This chart is basically the commodity market’s history book in one clean picture. It shows past supercycles lasting 18, 22, 17, and 14 years, while the current cycle from 2020 to today is only 6 years old. In plain English, if past cycles are the measuring tape, this one may still be closer to the opening chapter than the final page.
The big message is not just time. It is the backdrop. Earlier supercycles were powered by huge structural forces, from the Gold Standard era to post war rebuilding, low debt conditions, and globalization. Today’s setup looks different, but it is just as powerful. We have expanding money supply, record debt, persistent fiscal deficits, and accelerating deglobalization. That is a spicy cocktail for hard assets.
Why does this matter for commodities?

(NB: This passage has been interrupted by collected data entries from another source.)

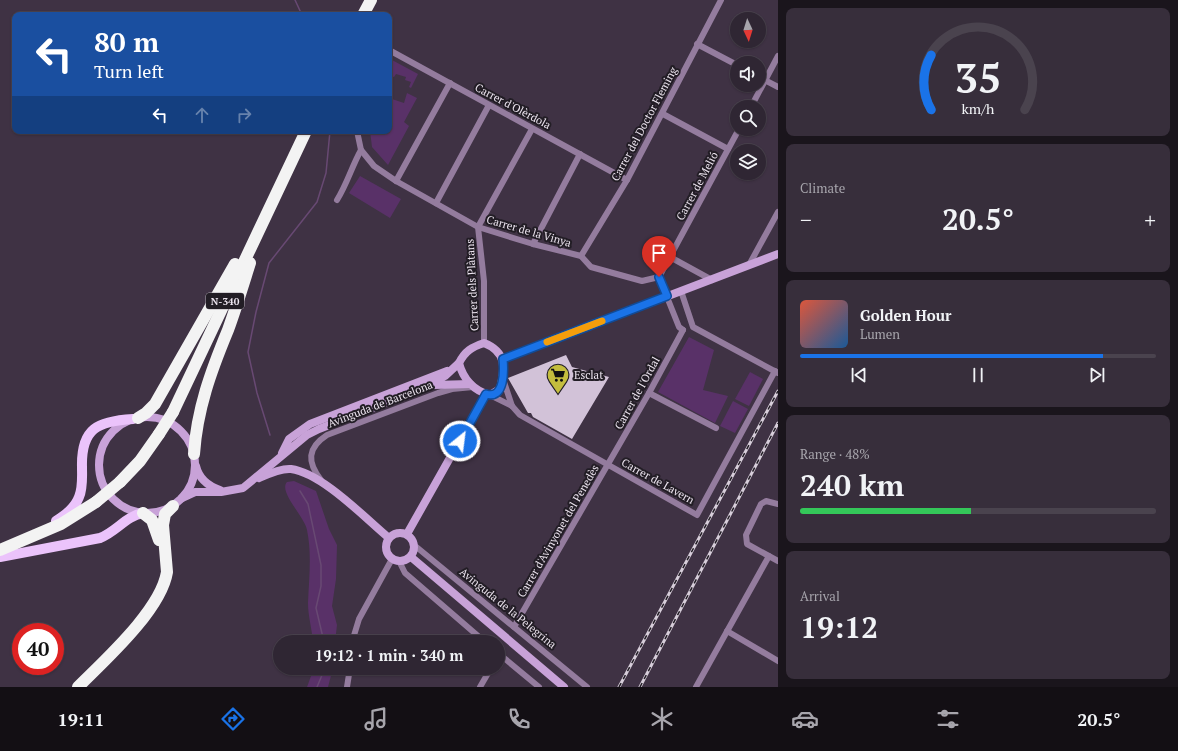 <!DOCTYPE html>
<meta charset="utf-8">
<style>
:root{--surface:#2f2633;--page:#372e3b;--text:#f1f3f6;--muted:#a7a5ac;--line:#4a434e;--accent:#1a73e8}
body{margin:0;font-family:"PT Serif",serif;background:var(--page);color:var(--text);height:100vh;display:flex;flex-direction:column;font-size:15px;white-space:nowrap}
*{box-sizing:border-box;margin:0}
p{font-size:13px;color:var(--muted)}
.icon{flex:none;width:22px;height:22px;fill:none;stroke:currentColor;stroke-width:2;stroke-linecap:round;stroke-linejoin:round}
.map{position:relative;flex:1;overflow:hidden}
.details{display:flex;flex-direction:column;gap:8px;padding:8px;background:#1a151c;width:400px}
.details>*{flex:none}
.guide{position:absolute;left:12px;top:12px;width:380px;height:122px;border-radius:8px;box-shadow:0 1px 3px #0004,0 0 0 1px var(--line);background:#1a4fa0;color:#fff;overflow:hidden}
.needle{width:26px;rotate:176deg}
.tools{position:absolute;left:730px;top:12px;display:grid;gap:8px}
.tools a{display:grid;place-items:center;width:36px;height:36px;border-radius:50%;background:var(--surface);box-shadow:0 1px 3px #0004,0 0 0 1px var(--line);font-size:20px}
.speed{position:absolute;left:12px;top:623px;display:flex;gap:8px;font-size:20px;font-weight:700;text-align:center}
.speed>*{display:grid;place-content:center;width:52px;height:52px;border-radius:50%;background:var(--surface);box-shadow:0 1px 3px #0004,0 0 0 1px var(--line);line-height:1}
.speed .limit{border:6px solid #d22;background:#fff;color:#111}
.pin{position:absolute;display:grid;place-items:center;width:34px;height:34px;color:#fff;margin:-41px -17px;border-radius:50% 50% 50% 0;rotate:-45deg;box-shadow:0 0 4px #0007}
.pin .icon{rotate:45deg}
.me{position:absolute;width:44px;margin:-22px;rotate:29deg;stroke-linejoin:round;filter:drop-shadow(0 0 3px #0008)}
.turn{display:flex;align-items:center;gap:14px;height:84px;padding:0 16px;font-size:18px}
.turn .icon{width:52px;height:52px;stroke-width:2.5}
.turn b{display:block;font-size:28px;line-height:34px}
.lanes{display:flex;align-items:center;height:38px;padding:0 16px;background:#0003;justify-content:center;gap:20px;direction:ltr}
.lanes .off{opacity:.35}
.big{font-size:30px;font-weight:600;line-height:1.1}
.details .card{flex:1;display:flex;flex-direction:column;justify-content:center;gap:6px;min-width:0;padding:0 14px;border-radius:8px;background:var(--page)}
.details .dial{align-items:center;gap:0}
.dial svg{height:104px;overflow:visible;fill:none;stroke:var(--line);stroke-width:7;stroke-linecap:round;text-anchor:middle}
.dial text{fill:var(--text);stroke:none}
.song{display:flex;align-items:center;gap:12px}
.cover{width:48px;height:48px;border-radius:6px;background:linear-gradient(135deg,hsl(10 70% 55%),hsl(210 70% 35%))}
.played{height:4px;border-radius:2px;background:linear-gradient(90deg,var(--accent) 85%,var(--line) 85%)}
.keys{display:flex;justify-content:space-around;direction:ltr}
.heat{display:flex;justify-content:space-between;align-items:center;font-size:22px;direction:ltr}
.charge{height:6px;border-radius:3px;background:linear-gradient(90deg,#34c759 48%,var(--line) 0)}
.trip{position:absolute;left:273px;top:635px;width:232px;height:40px;border-radius:20px;background:var(--surface);box-shadow:0 1px 3px #0004,0 0 0 1px var(--line);font-weight:600;line-height:40px;text-align:center}
.tab-bar{display:flex;height:64px;justify-content:space-around;align-items:center;background:#130f14;color:var(--muted)}
.tab-bar .icon{width:28px;height:28px}
.tab-bar .on{color:var(--accent)}
.tab-bar b{font-size:18px;color:var(--text)}
main{display:flex;flex:1;min-height:0}
.map>svg:first-child{display:block}
</style>
<main>
<div class="map">
<svg width="778" height="687" viewBox="0 0 778 687">
<rect width="100%" height="100%" fill="#3f3244"/>
<g fill="#593168">
<polygon points="392,60 418,74 411,88 409,87 411,82 405,80 406,77 396,74 394,77 389,75 389,66"/>
<polygon points="407,93 417,98 404,122 409,126 388,165 372,147 370,131 389,131 389,98 404,103"/>
<polygon points="360,176 401,199 390,218 349,193"/>
<polygon points="689,337 714,350 703,390 728,396 715,423 658,392"/>
<polygon points="750,372 763,379 749,406 735,399"/>
<polygon points="733,401 748,409 735,433 720,426"/>
<path d="M294,481L316,491L329,529L337,545L336,579L332,606L337,625L335,642H313C312,629 308,616 308,603C309,578 312,554 307,530C305,517 278,492 287,482Z"/>
<polygon points="314,668 333,668 328,687 307,687"/>
</g>
<g fill="none" stroke-linecap="round" stroke-linejoin="round">
<g stroke="#684973" stroke-width="1.5">
<polyline points="295,0 302,15"/>
<polyline points="270,435 257,393 248,352 256,312 269,263 317,202 326,173 330,131"/>
<polyline points="300,491 308,504 321,565 321,586 316,608 324,642"/>
<polyline points="317,687 325,668"/>
</g>
</g>
<polygon fill="#d2c2d8" points="566,355 572,367 609,377 572,439 533,417 531,413 528,413 508,378"/>
<g fill="none" stroke-linecap="round" stroke-linejoin="round">
<g stroke="#947c9e" stroke-width="6">
<polyline points="697,44 737,65"/>
<polyline points="389,50 627,180"/>
<polyline points="759,77 778,87"/>
<polyline points="751,107 778,56"/>
<polyline points="663,114 728,149"/>
<polyline points="357,131 361,150 374,166 396,181 478,227 533,244 581,256 591,267 642,281 659,277"/>
<polyline points="396,181 450,83"/>
<path d="M337,200C347,184 352,166 361,150"/>
<polyline points="436,203 489,105"/>
<polyline points="533,244 580,154"/>
<polyline points="581,256 627,180 721,0"/>
<polyline points="670,257 712,280"/>
<polyline points="749,265 778,212"/>
<polyline points="681,291 693,327 778,373"/>
<polyline points="683,330 679,327 659,277 739,129"/>
<polyline points="484,343 484,281 478,227 532,129"/>
<polyline points="503,379 512,406 520,415 697,515 775,371"/>
<polyline points="649,393 716,428"/>
<polyline points="490,395 512,406"/>
<path d="M321,480C307,462 307,448 327,435L438,393L452,389L473,387"/>
<polyline points="778,504 766,501 761,504 746,535 747,544 778,561"/>
<polyline points="414,545 587,687"/>
<polyline points="399,561 405,573 485,642"/>
<polyline points="514,627 649,393 683,330"/>
<polyline points="727,631 778,661"/>
<polyline points="352,642 359,619 392,559"/>
<polyline points="498,653 539,687"/>
<polyline points="347,687 350,668"/>
<polyline points="480,687 491,668"/>
<polyline points="696,687 769,556"/>
</g>
<g stroke="#c8a2d8" stroke-width="8">
<path d="M484,343C507,352 505,368 500,389L490,395C474,391 463,379 459,363C465,351 472,347 484,343Z"/>
<polyline points="503,359 778,254"/>
<polyline points="434,385 470,384"/>
<circle cx="147" cy="465" r="48"/>
<polyline points="282,453 289,439 310,424 447,371"/>
<path d="M196,466C199,479 208,486 220,490"/>
<path d="M259,478C268,474 281,468 291,469C322,473 365,518 389,538"/>
<polyline points="182,498 195,492 221,492 243,488 307,435 319,429 431,385 445,376 459,363"/>
<circle cx="400" cy="547" r="14"/>
<polyline points="407,534 486,394"/>
<polyline points="411,557 564,687"/>
</g>
<g stroke="#ebc3fb" stroke-width="10">
<path d="M56,521C65,515 75,508 79,497C83,488 82,477 82,467C81,428 98,421 133,419"/>
<path d="M0,557L100,538C116,532 126,516 143,513"/>
</g>
<g stroke="#f3f3f3" stroke-width="12">
<polyline points="363,15 371,0"/>
<polyline points="173,412 306,131"/>
<polyline points="138,418 146,413 155,404 235,264"/>
<path d="M194,454C197,409 211,371 228,330C236,308 243,285 250,263"/>
<polyline points="120,482 140,461 159,434"/>
<polyline points="143,513 152,520 159,540"/>
<polyline points="0,550 61,524 96,502"/>
<path d="M78,687C105,660 161,610 167,572L163,525L165,514L173,506"/>
</g>
<g stroke="#d7ceda" stroke-width="3">
<g id="rail">
<polyline points="619,687 778,391"/>
<polyline points="640,687 778,423"/>
</g>
</g>
<use href="#rail" stroke="#221d25" stroke-width="1.5" stroke-dasharray="4.5" stroke-linecap="butt"/>
<g stroke="#f3f3f3" stroke-width="12">
<polyline points="159,434 173,412"/>
<polyline points="96,502 120,482"/>
</g>
</g>
<g fill="none" stroke-linecap="round" stroke-linejoin="round">
<g stroke="#114b97" stroke-width="10">
<path id="route" d="M460,441L486,394C505,400 504,370 503,359L667,296L659,277"/>
</g>
<use href="#route" stroke="#1a73e8" stroke-width="7"/>
<polyline stroke="#f59e0b" stroke-width="7" points="547,342 602,321"/>
</g>
<defs>
<g id="supermarket-pin" transform="scale(1.15)"><path d="M0 17L-7.5 6A9.5 9.5 0 1 1 7.5 6Z" fill="#c4bd3e" stroke="#221d25"/><path d="M-6-5.5h2.5l.6 2H6L4.5 2H-2.5L-4.4-4H-6ZM-1.5 3.2a1.3 1.3 0 1 0 .1 0ZM3 3.2a1.3 1.3 0 1 0 .1 0Z" fill="#111"/></g>
</defs>
<g fill-rule="evenodd">
<use href="#supermarket-pin" x="558" y="375"/>
</g>
<g text-anchor="middle" dominant-baseline="central" stroke-width="4" stroke-linejoin="round" paint-order="stroke">
<rect fill="#221d25" stroke="#afa8b2" stroke-width="1" x="206" y="293" width="38" height="16" rx="3"/>
<g font-size="10" font-weight="bold" fill="#ece4ef">
<text x="225" y="301">N-340</text>
</g>
<g font-size="11" fill="#ece4ef" stroke="#221d25">
<text transform="translate(513 106) rotate(28)">Carrer d'Olèrdola</text>
<text transform="translate(644 124) rotate(-62)">Carrer del Doctor Fleming</text>
<text transform="translate(697 186) rotate(-62)">Carrer de Melió</text>
<text transform="translate(529 231) rotate(16)">Carrer de la Vinya</text>
<text transform="translate(472 285) rotate(-93)">Carrer dels Plàtans</text>
<text transform="translate(637 393) rotate(-61)">Carrer de l'Ordal</text>
<text transform="translate(380 404) rotate(-21)">Avinguda de Barcelona</text>
<text transform="translate(658 481) rotate(29)">Carrer de Lavern</text>
<text transform="translate(558 531) rotate(-60)">Carrer d'Avinyonet del Penedès</text>
<text transform="translate(508 608) rotate(39)">Avinguda de la Pelegrina</text>
</g>
<g font-size="11" fill="#ece4ef" stroke="#221d25" text-anchor="start">
<text x="574" y="375">Esclat</text>
</g>
</g>
</svg>
<div class="tools">
<a><svg class="needle" viewBox="-14 -14 28 28"><path d="M0-13l5 13h-10z" fill="#e53935"/><path d="M0 13l5-13h-10z" fill="#a7a5ac"/></svg></a>
<a><svg class="icon" aria-label="sound" viewBox="0 0 24 24"><path d="M4 9h4l5-4v14l-5-4H4zM17 9q2 3 0 6"/></svg></a>
<a><svg class="icon" aria-label="search" viewBox="0 0 24 24"><circle cx="10" cy="10" r="6"/><path d="M15 15l6 6"/></svg></a>
<a><svg class="icon" aria-label="layers" viewBox="0 0 24 24"><path d="M12 4l9 5-9 5-9-5zM3 14l9 5 9-5"/></svg></a>
</div>
<div class="speed"><div class="limit">40</div></div>
<div class="pin" style="left:659px;top:277px;background:#d93025"><svg class="icon" aria-label="arrive" viewBox="0 0 24 24"><path d="M6 21V4h12l-3 4 3 4H6"/></svg></div>
<svg class="me" style="left:460px;top:441px" viewBox="-20 -20 40 40"><circle r="17" fill="#1a73e8" stroke="#fff" stroke-width="3"/><path d="M0-11L8 9 0 5-8 9z" fill="#fff"/></svg>
<div class="trip">19:12 · 1 min · 340 m</div>
<div class="guide">
<div class="turn"><svg class="icon" aria-label="left" viewBox="0 0 24 24"><path d="M17 20v-9H6M10 6l-5 5 5 5"/></svg><div><b>80 m</b>Turn left</div></div>
<div class="lanes"><svg class="icon" aria-label="left" viewBox="0 0 24 24"><path d="M17 20v-9H6M10 6l-5 5 5 5"/></svg><svg class="icon off" aria-label="ahead" viewBox="0 0 24 24"><path d="M12 20V5M6 11l6-6 6 6"/></svg><svg class="icon off" aria-label="right" viewBox="0 0 24 24"><path d="M7 20v-9h11M14 6l5 5-5 5"/></svg></div>
</div>
</div>
<section class="details">
<div class="card dial"><svg viewBox="0 0 100 80">
<path d="M14 69A42 42 0 1 1 86 69"/>
<path d="M14 69A42 42 0 0 1 14 27" stroke="#1a73e8"/>
<text x="50" y="56" font-size="32" font-weight="700">35</text>
<text x="50" y="72" font-size="11">km/h</text>
</svg></div>
<div class="card"><p>Climate</p>
<div class="heat"><a>−</a><b class="big">20.5°</b><a>+</a></div>
</div>
<div class="card">
<div class="song"><i class="cover"></i><div><b>Golden Hour</b><p>Lumen</p></div></div>
<div class="played"></div>
<div class="keys"><svg class="icon" aria-label="previous" viewBox="0 0 24 24"><path d="M18 5L8 12l10 7zM5 5v14"/></svg><svg class="icon" aria-label="pause" viewBox="0 0 24 24"><path d="M8 5v14M16 5v14"/></svg><svg class="icon" aria-label="next" viewBox="0 0 24 24"><path d="M6 5l10 7-10 7zM19 5v14"/></svg></div>
</div>
<div class="card"><p>Range · 48%</p><b class="big">240 km</b><div class="charge"></div></div>
<div class="card"><p>Arrival</p><b class="big">19:12</b></div>
</section>
</main>
<nav class="tab-bar">
<b>19:11</b>
<svg class="icon on" aria-label="directions" viewBox="0 0 24 24"><path d="M12 3l9 9-9 9-9-9zM9 14v-3h6M13 9l2 2-2 2"/></svg>
<svg class="icon" aria-label="music" viewBox="0 0 24 24"><path d="M9 18V5l10-2v13"/><circle cx="6" cy="18" r="3"/><circle cx="16" cy="16" r="3"/></svg>
<svg class="icon" aria-label="phone" viewBox="0 0 24 24"><path d="M5 4h4l2 5-3 2q2 4 5 5l2-3 5 2v4C11 20 4 13 5 4z"/></svg>
<svg class="icon" aria-label="climate" viewBox="0 0 24 24"><path d="M12 3v18M4 7l16 10M4 17L20 7"/></svg>
<svg class="icon" aria-label="car" viewBox="0 0 24 24"><path d="M5 17H2v-5l4-1 3-4h7l3 4 3 1v5h-3M9 17h6M6 11h13"/><circle cx="7" cy="17" r="2"/><circle cx="17" cy="17" r="2"/></svg>
<svg class="icon" aria-label="filters" viewBox="0 0 24 24"><path d="M4 7h16M4 17h16"/><circle cx="9" cy="7" r="2"/><circle cx="15" cy="17" r="2"/></svg>
<b>20.5°</b>
</nav>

Because commodities love environments where paper money is being stretched, governments are spending aggressively, and supply chains are becoming less efficient. Deglobalization means countries duplicate supply lines, rebuild domestic capacity, stockpile strategic resources, and compete for energy, metals, food, and industrial inputs. That can push demand higher while supply remains slow, expensive, and politically messy.
For gold, this supports the monetary hedge story. For copper, uranium, oil, silver, and other real assets, it supports the scarcity and infrastructure story. The key takeaway is simple, if this is truly a supercycle, the market may not be asking who is late. It may be asking who still thinks we are near the end. That is where the opportunity gets interesting fast.